YOUR INSTRUCTIONS
Scan the listing below and copy every line holding "display".
Segment Open
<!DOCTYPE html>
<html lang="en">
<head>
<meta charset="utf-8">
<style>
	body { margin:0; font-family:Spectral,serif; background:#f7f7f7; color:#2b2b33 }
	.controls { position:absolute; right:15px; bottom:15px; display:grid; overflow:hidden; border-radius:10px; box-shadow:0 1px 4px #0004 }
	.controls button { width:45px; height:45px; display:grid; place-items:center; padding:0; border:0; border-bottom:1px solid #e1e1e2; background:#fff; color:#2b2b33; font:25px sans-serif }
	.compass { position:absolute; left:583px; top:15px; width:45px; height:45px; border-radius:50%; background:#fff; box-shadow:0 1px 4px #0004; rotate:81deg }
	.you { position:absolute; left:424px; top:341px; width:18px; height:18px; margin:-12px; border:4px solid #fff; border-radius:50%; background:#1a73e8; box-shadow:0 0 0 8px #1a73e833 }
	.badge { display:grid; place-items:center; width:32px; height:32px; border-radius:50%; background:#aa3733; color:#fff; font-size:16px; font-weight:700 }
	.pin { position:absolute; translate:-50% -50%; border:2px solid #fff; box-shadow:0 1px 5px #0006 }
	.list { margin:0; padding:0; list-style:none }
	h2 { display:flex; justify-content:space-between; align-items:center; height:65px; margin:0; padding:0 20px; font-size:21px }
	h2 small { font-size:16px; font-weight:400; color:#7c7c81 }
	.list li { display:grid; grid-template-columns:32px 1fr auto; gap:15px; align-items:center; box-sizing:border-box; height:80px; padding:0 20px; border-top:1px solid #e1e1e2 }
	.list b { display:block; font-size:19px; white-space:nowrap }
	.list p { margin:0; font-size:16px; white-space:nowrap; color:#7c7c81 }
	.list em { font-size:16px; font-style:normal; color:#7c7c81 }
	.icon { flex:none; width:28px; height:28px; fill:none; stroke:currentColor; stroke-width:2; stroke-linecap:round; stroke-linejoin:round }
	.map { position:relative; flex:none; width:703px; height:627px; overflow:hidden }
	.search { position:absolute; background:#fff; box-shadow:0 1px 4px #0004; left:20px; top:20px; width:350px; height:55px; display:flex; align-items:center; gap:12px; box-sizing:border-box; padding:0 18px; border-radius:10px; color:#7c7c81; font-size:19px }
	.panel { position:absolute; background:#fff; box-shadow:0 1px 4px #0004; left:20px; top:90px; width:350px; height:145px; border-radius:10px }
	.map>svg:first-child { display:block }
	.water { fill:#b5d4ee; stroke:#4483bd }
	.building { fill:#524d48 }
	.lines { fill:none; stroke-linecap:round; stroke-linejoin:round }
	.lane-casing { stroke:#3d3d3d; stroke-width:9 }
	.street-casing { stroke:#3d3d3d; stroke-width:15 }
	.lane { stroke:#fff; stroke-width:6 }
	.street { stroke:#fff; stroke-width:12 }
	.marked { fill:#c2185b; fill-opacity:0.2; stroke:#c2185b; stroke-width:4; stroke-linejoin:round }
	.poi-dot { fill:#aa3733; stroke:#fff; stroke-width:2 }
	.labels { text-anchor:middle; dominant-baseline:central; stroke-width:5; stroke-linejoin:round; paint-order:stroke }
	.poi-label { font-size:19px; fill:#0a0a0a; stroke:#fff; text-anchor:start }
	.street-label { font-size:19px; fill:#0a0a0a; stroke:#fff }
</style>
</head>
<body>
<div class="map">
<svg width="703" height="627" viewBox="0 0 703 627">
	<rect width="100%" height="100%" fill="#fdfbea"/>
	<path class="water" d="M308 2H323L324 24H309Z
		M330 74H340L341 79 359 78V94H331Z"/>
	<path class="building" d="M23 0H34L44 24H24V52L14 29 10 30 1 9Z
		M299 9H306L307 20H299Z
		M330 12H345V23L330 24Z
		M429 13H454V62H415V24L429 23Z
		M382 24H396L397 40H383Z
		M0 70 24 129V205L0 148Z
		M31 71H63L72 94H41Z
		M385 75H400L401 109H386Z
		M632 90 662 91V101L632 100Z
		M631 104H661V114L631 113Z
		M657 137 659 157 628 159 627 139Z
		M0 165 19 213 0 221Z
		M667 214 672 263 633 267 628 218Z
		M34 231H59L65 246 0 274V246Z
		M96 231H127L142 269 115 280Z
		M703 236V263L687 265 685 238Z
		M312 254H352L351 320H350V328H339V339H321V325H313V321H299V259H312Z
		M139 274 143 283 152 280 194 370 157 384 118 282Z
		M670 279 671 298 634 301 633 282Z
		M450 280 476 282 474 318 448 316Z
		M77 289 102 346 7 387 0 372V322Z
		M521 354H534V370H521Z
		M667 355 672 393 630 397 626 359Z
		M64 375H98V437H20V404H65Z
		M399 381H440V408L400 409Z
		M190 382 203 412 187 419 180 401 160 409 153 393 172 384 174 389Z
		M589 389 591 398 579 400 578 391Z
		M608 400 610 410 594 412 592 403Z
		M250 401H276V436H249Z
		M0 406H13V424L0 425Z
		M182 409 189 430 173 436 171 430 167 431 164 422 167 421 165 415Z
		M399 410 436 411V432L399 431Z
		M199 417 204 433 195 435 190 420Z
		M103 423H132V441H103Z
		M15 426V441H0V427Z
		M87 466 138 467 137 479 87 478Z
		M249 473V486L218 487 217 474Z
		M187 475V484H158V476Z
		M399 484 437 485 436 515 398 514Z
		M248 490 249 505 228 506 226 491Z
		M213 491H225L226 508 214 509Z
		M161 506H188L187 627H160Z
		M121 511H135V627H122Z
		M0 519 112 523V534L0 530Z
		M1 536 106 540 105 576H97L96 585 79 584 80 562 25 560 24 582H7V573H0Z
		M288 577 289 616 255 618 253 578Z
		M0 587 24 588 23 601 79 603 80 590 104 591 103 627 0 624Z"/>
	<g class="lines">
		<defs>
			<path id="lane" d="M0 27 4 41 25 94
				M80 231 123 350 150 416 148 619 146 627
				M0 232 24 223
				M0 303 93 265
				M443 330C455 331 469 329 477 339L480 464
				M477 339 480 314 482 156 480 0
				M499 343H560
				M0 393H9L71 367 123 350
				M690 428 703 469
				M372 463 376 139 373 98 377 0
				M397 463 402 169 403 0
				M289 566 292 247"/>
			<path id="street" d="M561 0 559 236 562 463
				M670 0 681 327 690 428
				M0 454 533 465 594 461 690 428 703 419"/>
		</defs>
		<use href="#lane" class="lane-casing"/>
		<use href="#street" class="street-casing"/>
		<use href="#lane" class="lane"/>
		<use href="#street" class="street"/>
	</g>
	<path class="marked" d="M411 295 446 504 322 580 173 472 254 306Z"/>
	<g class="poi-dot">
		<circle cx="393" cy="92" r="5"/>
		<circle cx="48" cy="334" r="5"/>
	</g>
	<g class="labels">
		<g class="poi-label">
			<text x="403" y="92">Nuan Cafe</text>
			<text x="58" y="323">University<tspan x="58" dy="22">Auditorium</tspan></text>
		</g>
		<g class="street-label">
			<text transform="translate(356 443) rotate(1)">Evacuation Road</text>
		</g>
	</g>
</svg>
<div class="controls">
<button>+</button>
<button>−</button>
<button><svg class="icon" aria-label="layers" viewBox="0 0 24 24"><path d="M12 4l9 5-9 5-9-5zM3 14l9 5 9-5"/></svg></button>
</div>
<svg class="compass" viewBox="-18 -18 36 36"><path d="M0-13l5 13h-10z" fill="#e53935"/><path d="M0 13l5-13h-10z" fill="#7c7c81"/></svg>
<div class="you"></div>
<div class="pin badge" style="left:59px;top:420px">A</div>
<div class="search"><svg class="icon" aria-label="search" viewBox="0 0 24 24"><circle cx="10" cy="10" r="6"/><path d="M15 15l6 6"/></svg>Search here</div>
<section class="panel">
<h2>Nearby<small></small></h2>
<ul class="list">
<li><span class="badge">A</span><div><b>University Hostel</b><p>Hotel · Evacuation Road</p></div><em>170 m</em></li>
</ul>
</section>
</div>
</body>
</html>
Segment Closed
TASK OUTPUT
	.controls { position:absolute; right:15px; bottom:15px; display:grid; overflow:hidden; border-radius:10px; box-shadow:0 1px 4px #0004 }
	.controls button { width:45px; height:45px; display:grid; place-items:center; padding:0; border:0; border-bottom:1px solid #e1e1e2; background:#fff; color:#2b2b33; font:25px sans-serif }
	.badge { display:grid; place-items:center; width:32px; height:32px; border-radius:50%; background:#aa3733; color:#fff; font-size:16px; font-weight:700 }
	h2 { display:flex; justify-content:space-between; align-items:center; height:65px; margin:0; padding:0 20px; font-size:21px }
	.list li { display:grid; grid-template-columns:32px 1fr auto; gap:15px; align-items:center; box-sizing:border-box; height:80px; padding:0 20px; border-top:1px solid #e1e1e2 }
	.list b { display:block; font-size:19px; white-space:nowrap }
	.search { position:absolute; background:#fff; box-shadow:0 1px 4px #0004; left:20px; top:20px; width:350px; height:55px; display:flex; align-items:center; gap:12px; box-sizing:border-box; padding:0 18px; border-radius:10px; color:#7c7c81; font-size:19px }
	.map>svg:first-child { display:block }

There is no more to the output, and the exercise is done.